------ Task input ------

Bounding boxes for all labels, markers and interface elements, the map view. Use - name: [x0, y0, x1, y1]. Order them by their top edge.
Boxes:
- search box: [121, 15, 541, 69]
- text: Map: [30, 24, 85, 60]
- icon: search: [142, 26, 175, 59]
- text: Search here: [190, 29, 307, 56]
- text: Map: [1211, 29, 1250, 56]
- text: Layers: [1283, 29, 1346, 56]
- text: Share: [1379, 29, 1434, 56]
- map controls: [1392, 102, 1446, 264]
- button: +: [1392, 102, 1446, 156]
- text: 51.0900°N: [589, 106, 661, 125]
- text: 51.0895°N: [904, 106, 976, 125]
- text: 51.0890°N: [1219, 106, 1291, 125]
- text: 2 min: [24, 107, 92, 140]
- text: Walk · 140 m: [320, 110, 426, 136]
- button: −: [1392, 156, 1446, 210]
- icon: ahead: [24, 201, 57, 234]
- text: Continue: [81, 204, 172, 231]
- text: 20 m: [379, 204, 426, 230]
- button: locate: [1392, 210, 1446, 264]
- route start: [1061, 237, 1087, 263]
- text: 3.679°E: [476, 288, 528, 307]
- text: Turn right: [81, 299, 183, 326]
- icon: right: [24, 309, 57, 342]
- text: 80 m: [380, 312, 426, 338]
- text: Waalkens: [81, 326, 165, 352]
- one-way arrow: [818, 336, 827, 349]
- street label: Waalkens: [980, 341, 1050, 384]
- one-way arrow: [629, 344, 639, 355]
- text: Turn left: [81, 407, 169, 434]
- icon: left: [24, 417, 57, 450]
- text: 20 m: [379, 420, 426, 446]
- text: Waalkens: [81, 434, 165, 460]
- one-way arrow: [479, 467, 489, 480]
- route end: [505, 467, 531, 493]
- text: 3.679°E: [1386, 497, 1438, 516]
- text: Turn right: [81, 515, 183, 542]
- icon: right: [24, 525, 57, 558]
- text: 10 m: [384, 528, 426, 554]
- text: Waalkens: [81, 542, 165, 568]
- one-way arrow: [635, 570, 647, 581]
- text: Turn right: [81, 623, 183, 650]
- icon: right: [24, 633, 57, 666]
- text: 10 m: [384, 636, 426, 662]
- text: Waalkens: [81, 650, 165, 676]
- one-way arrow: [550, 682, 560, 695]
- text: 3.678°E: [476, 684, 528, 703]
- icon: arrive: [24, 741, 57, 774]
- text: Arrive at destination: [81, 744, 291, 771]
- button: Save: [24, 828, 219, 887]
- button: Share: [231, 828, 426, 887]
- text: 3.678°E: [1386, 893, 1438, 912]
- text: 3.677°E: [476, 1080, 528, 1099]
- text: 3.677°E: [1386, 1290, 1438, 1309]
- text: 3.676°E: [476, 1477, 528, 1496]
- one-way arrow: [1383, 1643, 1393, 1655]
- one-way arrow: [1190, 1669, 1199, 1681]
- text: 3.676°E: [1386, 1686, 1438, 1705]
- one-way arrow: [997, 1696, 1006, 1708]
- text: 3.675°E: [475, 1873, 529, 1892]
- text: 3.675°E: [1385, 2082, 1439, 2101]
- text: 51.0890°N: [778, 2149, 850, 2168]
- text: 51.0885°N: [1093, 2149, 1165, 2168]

------

### [Work instructions]
Write out the whole listing again, keeping every character as it is.

### [Output]
Bounding boxes for all labels, markers and interface elements, the map view. Use - name: [x0, y0, x1, y1]. Order them by their top edge.
Boxes:
- search box: [121, 15, 541, 69]
- text: Map: [30, 24, 85, 60]
- icon: search: [142, 26, 175, 59]
- text: Search here: [190, 29, 307, 56]
- text: Map: [1211, 29, 1250, 56]
- text: Layers: [1283, 29, 1346, 56]
- text: Share: [1379, 29, 1434, 56]
- map controls: [1392, 102, 1446, 264]
- button: +: [1392, 102, 1446, 156]
- text: 51.0900°N: [589, 106, 661, 125]
- text: 51.0895°N: [904, 106, 976, 125]
- text: 51.0890°N: [1219, 106, 1291, 125]
- text: 2 min: [24, 107, 92, 140]
- text: Walk · 140 m: [320, 110, 426, 136]
- button: −: [1392, 156, 1446, 210]
- icon: ahead: [24, 201, 57, 234]
- text: Continue: [81, 204, 172, 231]
- text: 20 m: [379, 204, 426, 230]
- button: locate: [1392, 210, 1446, 264]
- route start: [1061, 237, 1087, 263]
- text: 3.679°E: [476, 288, 528, 307]
- text: Turn right: [81, 299, 183, 326]
- icon: right: [24, 309, 57, 342]
- text: 80 m: [380, 312, 426, 338]
- text: Waalkens: [81, 326, 165, 352]
- one-way arrow: [818, 336, 827, 349]
- street label: Waalkens: [980, 341, 1050, 384]
- one-way arrow: [629, 344, 639, 355]
- text: Turn left: [81, 407, 169, 434]
- icon: left: [24, 417, 57, 450]
- text: 20 m: [379, 420, 426, 446]
- text: Waalkens: [81, 434, 165, 460]
- one-way arrow: [479, 467, 489, 480]
- route end: [505, 467, 531, 493]
- text: 3.679°E: [1386, 497, 1438, 516]
- text: Turn right: [81, 515, 183, 542]
- icon: right: [24, 525, 57, 558]
- text: 10 m: [384, 528, 426, 554]
- text: Waalkens: [81, 542, 165, 568]
- one-way arrow: [635, 570, 647, 581]
- text: Turn right: [81, 623, 183, 650]
- icon: right: [24, 633, 57, 666]
- text: 10 m: [384, 636, 426, 662]
- text: Waalkens: [81, 650, 165, 676]
- one-way arrow: [550, 682, 560, 695]
- text: 3.678°E: [476, 684, 528, 703]
- icon: arrive: [24, 741, 57, 774]
- text: Arrive at destination: [81, 744, 291, 771]
- button: Save: [24, 828, 219, 887]
- button: Share: [231, 828, 426, 887]
- text: 3.678°E: [1386, 893, 1438, 912]
- text: 3.677°E: [476, 1080, 528, 1099]
- text: 3.677°E: [1386, 1290, 1438, 1309]
- text: 3.676°E: [476, 1477, 528, 1496]
- one-way arrow: [1383, 1643, 1393, 1655]
- one-way arrow: [1190, 1669, 1199, 1681]
- text: 3.676°E: [1386, 1686, 1438, 1705]
- one-way arrow: [997, 1696, 1006, 1708]
- text: 3.675°E: [475, 1873, 529, 1892]
- text: 3.675°E: [1385, 2082, 1439, 2101]
- text: 51.0890°N: [778, 2149, 850, 2168]
- text: 51.0885°N: [1093, 2149, 1165, 2168]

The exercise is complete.